Most people approach speech improvement backwards. They study grammar. They memorise vocabulary. They read articles about “power words” and “filler word elimination.”

None of this addresses the actual problem.

Delivery is a physical skill

Speaking well is not an intellectual exercise. It is a motor skill — the coordination of breath, vocal cords, tongue, lips, jaw, and timing. Like playing an instrument. Like a tennis serve.
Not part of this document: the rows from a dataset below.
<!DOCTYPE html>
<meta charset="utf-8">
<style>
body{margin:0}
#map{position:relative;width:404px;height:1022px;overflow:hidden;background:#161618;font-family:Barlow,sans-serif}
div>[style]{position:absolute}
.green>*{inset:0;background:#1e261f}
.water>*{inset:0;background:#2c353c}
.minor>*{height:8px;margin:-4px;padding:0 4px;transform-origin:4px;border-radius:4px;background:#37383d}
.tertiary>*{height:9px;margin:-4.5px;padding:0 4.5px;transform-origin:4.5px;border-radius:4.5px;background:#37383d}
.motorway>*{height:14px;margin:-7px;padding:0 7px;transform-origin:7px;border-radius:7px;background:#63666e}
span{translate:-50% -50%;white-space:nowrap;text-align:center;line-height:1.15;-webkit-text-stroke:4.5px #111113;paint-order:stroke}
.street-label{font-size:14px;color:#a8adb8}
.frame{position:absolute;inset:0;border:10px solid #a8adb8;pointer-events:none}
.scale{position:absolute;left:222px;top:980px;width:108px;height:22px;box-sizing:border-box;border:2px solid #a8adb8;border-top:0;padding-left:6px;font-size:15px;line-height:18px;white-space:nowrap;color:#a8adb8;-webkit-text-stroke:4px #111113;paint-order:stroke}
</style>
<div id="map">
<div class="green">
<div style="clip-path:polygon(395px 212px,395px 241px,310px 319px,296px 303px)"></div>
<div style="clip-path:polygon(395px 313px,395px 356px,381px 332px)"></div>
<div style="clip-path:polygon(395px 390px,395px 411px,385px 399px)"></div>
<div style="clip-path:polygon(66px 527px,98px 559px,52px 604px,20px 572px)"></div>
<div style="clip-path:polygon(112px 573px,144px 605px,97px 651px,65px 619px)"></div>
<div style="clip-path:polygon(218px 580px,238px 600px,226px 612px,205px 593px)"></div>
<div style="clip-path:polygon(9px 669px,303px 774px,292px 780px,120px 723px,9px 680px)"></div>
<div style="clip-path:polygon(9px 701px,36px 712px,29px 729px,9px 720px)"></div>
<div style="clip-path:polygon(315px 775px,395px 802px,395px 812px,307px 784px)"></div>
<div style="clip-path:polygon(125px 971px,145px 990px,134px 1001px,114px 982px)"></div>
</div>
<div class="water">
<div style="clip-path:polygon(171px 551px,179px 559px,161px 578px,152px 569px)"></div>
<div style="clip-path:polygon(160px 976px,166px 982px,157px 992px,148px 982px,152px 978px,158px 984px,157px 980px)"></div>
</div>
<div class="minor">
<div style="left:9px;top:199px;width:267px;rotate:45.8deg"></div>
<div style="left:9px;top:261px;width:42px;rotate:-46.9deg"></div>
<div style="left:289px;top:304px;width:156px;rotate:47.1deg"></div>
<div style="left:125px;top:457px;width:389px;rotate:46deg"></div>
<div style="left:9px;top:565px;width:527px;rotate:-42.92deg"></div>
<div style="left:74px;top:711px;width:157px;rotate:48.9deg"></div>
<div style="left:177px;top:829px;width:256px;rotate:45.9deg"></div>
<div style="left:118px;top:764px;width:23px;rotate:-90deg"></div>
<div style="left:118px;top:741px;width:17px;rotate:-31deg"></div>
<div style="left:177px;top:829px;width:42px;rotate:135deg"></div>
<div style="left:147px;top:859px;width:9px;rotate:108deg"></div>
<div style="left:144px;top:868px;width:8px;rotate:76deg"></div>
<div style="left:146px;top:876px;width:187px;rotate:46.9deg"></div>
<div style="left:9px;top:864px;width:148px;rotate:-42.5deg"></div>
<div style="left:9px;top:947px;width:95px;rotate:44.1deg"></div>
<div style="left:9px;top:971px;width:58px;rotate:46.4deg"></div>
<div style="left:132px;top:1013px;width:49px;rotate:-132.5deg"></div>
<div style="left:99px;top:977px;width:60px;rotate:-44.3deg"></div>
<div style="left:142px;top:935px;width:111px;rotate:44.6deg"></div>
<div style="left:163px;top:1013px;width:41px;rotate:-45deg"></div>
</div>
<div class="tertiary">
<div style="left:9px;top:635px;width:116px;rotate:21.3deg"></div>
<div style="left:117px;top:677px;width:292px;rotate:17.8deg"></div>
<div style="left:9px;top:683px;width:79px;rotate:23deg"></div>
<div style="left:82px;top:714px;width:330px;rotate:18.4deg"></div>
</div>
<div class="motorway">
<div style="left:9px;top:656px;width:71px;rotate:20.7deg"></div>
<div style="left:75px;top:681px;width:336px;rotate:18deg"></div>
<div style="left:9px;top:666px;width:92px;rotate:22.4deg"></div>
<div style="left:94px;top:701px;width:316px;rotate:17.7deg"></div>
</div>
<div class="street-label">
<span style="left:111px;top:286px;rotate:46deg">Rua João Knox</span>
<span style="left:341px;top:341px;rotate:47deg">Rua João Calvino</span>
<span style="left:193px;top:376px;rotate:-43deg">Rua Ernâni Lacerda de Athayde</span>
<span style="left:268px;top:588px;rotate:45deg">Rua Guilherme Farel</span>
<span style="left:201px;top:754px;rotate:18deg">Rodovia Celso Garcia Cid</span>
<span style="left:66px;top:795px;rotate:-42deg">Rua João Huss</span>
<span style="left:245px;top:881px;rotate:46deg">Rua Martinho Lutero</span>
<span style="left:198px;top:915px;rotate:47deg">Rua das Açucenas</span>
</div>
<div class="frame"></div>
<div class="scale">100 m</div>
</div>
Like handwriting.

And motor skills are trained one way: through deliberate, focused repetition.

What deliberate repetition looks like

A musician learning a difficult passage does not play the entire piece on repeat. They isolate the four bars that need work. They play them slowly. They listen to a reference recording. They play again. Adjust. Again.

Speech training should work the same way:

  1. Find a speaker whose delivery you admire
  2. Isolate a single sentence
  3. Listen carefully — not just to the words, but to the rhythm, stress, and intonation
  4. Repeat it. Record yourself.
  5. Compare. Adjust. Repeat.

This is not glamorous. It is not gamified. It is practice.

Why most apps get this wrong

Language apps optimise for engagement, not improvement. Streaks. Points. Leaderboards. These are engagement mechanics, not training methodologies.

Rhetora takes the opposite approach. No scores. No streaks. No artificial motivation. Just the sentence, your voice, and the gap between them.

The gap closes with repetition. Every time.